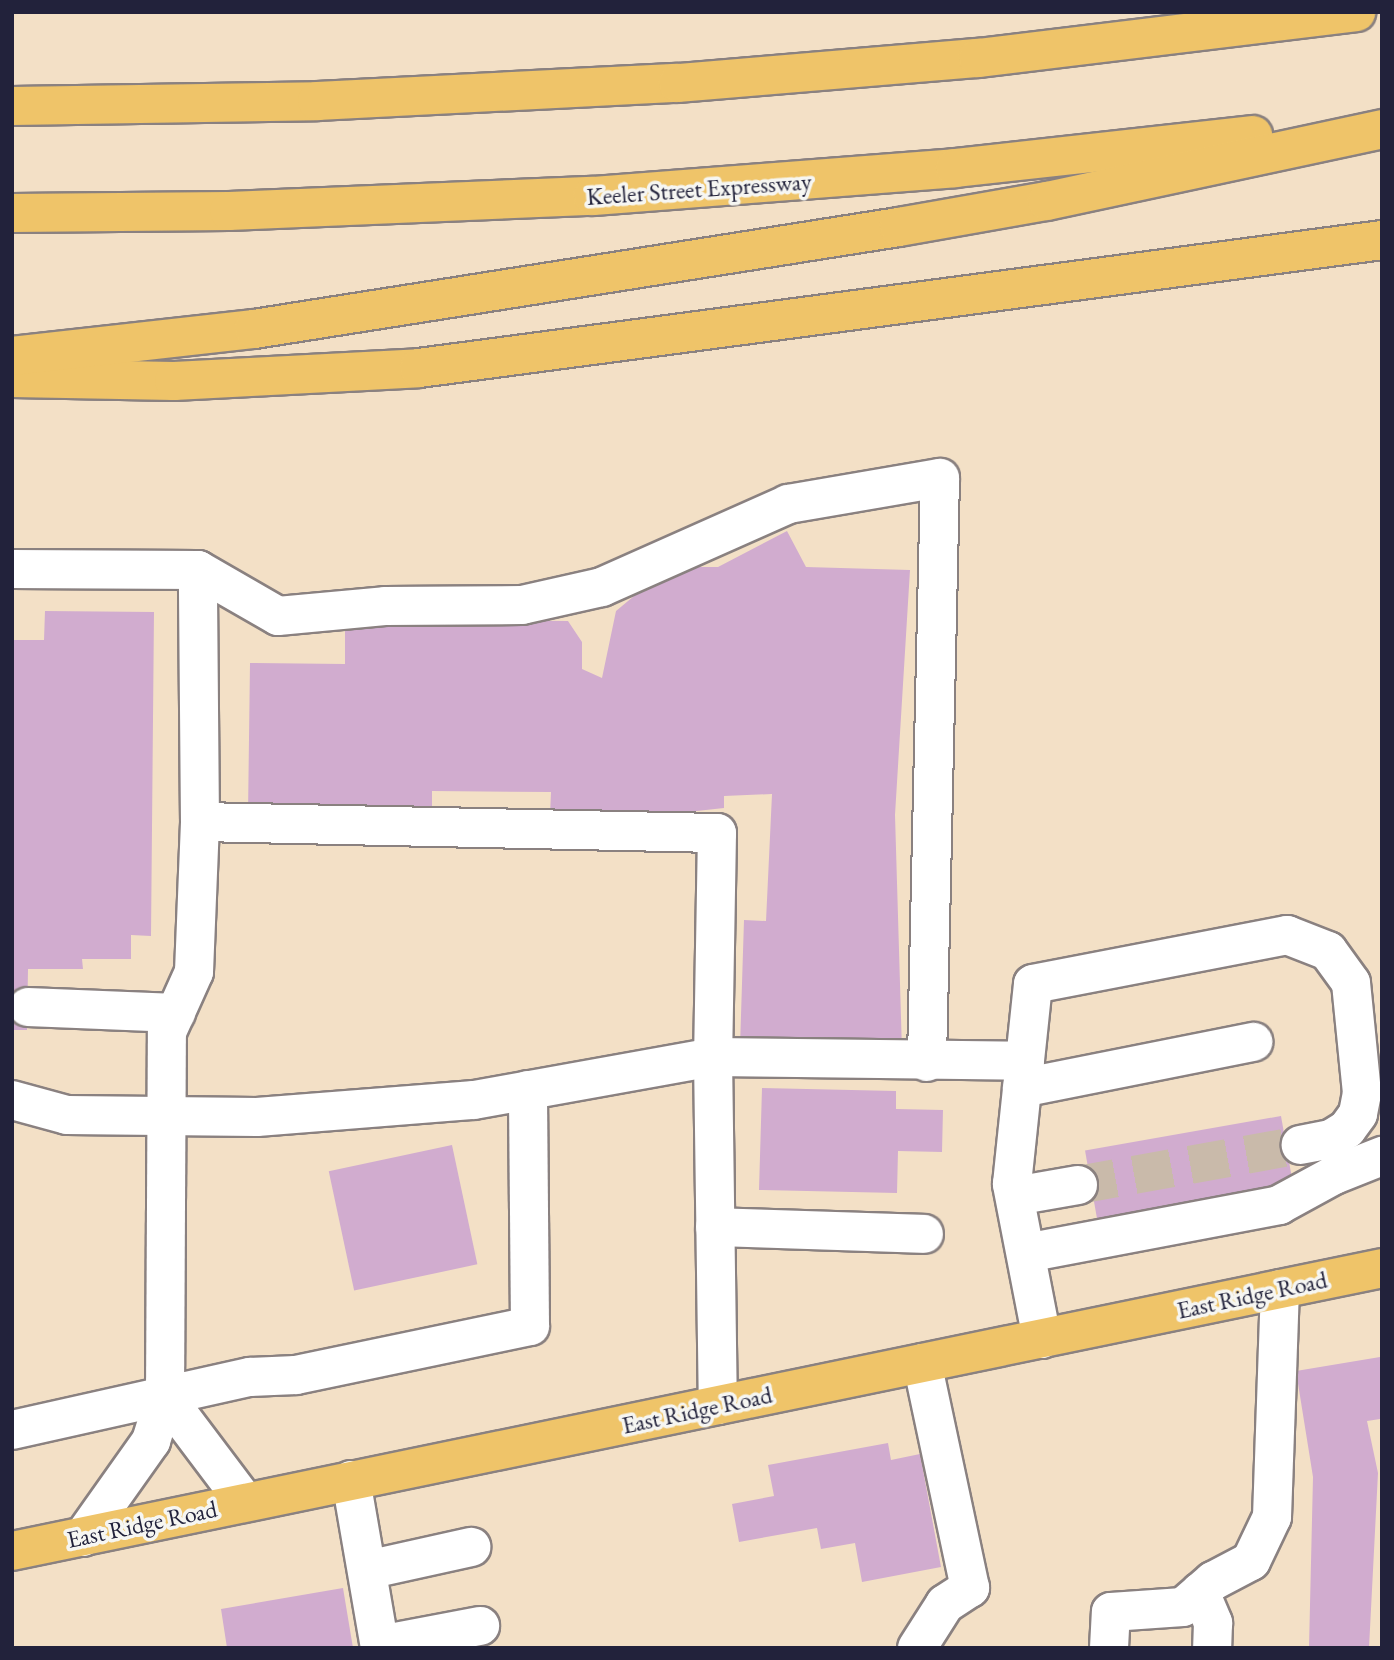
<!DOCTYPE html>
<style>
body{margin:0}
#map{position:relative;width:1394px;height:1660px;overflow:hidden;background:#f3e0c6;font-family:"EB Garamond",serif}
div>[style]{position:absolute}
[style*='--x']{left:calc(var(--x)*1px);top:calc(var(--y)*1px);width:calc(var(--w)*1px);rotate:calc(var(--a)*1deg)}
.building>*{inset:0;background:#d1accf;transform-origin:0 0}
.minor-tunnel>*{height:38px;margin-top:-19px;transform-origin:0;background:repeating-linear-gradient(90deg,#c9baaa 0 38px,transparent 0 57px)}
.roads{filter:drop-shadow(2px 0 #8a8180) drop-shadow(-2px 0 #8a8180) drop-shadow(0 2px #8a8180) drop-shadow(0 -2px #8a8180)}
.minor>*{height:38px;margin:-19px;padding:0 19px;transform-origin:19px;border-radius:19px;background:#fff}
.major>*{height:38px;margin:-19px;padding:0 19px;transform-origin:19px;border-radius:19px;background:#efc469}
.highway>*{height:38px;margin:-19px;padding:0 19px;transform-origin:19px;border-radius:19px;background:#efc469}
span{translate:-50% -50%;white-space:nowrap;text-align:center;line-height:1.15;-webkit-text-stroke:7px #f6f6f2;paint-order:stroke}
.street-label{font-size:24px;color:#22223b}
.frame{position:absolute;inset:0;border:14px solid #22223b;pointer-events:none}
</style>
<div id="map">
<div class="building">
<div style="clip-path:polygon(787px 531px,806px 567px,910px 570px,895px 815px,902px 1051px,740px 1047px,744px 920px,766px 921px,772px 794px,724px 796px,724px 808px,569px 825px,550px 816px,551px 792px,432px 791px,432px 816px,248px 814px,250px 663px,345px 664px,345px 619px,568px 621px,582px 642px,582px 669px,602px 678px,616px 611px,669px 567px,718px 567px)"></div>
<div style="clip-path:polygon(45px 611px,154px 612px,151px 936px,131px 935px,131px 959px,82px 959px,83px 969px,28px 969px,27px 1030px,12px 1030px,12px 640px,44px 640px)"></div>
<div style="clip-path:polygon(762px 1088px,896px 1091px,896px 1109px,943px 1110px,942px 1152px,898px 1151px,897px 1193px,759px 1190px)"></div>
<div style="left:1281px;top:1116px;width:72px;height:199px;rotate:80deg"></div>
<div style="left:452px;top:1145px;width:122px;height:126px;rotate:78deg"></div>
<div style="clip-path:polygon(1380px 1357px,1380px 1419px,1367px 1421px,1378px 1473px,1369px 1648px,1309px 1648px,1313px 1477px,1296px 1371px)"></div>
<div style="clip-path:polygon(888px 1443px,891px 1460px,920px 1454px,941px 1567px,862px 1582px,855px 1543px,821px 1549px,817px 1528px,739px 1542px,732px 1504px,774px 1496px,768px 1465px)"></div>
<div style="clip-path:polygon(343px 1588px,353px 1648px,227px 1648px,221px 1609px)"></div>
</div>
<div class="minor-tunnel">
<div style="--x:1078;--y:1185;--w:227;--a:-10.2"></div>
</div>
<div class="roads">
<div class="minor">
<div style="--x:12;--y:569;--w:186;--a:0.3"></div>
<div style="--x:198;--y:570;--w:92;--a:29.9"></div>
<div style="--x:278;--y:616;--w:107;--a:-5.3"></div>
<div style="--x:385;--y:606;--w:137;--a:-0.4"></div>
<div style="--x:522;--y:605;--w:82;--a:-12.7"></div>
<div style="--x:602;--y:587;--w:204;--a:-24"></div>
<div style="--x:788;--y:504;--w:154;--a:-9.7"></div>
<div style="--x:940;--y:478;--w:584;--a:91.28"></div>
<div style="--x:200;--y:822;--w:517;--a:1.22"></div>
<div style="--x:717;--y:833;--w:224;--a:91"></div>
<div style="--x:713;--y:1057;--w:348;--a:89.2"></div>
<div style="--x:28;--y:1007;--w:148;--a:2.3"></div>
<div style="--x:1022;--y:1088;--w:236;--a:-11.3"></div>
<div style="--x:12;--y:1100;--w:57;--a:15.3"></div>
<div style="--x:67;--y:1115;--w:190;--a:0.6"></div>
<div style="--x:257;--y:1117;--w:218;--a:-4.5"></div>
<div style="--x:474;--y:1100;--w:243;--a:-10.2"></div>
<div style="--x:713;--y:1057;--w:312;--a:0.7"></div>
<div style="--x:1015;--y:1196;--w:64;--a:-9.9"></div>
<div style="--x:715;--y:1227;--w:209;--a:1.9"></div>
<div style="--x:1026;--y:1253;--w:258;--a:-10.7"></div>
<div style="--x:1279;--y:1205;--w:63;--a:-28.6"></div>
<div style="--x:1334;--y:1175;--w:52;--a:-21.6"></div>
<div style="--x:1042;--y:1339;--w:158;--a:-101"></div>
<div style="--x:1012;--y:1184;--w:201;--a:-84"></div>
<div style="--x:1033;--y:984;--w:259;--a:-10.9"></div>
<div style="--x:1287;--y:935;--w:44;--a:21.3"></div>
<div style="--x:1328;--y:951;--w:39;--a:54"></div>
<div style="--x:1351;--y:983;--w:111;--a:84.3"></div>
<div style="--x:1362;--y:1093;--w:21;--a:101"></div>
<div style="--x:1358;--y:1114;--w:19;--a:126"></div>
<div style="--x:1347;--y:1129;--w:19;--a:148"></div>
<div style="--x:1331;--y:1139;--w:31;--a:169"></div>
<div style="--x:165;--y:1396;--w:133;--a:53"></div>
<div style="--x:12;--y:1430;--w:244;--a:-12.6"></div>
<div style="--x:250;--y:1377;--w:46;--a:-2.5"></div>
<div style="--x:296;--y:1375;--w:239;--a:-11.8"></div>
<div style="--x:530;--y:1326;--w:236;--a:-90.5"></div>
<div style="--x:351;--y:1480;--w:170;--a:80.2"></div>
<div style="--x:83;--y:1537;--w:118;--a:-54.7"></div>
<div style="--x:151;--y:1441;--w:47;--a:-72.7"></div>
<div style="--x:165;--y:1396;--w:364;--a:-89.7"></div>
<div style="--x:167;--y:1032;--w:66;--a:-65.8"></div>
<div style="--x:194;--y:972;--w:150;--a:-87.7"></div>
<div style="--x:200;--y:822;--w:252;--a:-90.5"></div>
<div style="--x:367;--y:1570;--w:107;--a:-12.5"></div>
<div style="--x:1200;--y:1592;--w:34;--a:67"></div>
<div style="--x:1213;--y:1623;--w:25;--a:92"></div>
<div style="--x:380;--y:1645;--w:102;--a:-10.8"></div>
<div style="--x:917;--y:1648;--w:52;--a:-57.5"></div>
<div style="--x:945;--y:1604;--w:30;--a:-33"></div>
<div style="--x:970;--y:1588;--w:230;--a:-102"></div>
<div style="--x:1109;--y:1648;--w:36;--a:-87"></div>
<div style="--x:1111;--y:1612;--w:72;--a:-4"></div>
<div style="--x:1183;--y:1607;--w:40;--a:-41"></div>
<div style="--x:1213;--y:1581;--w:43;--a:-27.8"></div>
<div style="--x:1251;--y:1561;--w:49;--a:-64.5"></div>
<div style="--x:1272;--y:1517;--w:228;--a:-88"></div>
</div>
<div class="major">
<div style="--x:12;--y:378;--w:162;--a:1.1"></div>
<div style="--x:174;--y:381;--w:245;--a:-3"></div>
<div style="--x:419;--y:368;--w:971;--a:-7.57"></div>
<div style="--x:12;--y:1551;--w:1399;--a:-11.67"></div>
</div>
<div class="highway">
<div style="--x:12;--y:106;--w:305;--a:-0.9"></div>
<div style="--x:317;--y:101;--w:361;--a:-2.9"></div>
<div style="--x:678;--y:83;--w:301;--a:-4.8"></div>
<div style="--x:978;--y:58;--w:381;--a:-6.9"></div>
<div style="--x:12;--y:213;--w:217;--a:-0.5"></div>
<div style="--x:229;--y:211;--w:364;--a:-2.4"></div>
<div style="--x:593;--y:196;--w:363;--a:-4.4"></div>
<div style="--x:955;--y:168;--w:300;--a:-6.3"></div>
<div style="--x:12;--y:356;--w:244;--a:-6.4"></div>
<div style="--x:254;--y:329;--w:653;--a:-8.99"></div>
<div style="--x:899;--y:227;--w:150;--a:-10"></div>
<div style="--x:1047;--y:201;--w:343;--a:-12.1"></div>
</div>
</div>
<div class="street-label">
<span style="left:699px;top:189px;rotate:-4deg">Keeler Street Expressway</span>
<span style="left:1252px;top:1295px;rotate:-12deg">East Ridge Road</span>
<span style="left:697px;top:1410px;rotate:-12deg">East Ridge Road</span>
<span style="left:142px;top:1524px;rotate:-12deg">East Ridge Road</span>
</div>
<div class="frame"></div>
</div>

-*-

- Task to complete: In the material above, find each line that has the string "class" and return it.

- Task solution:
<div class="building">
<div class="minor-tunnel">
<div class="roads">
<div class="minor">
<div class="major">
<div class="highway">
<div class="street-label">
<div class="frame"></div>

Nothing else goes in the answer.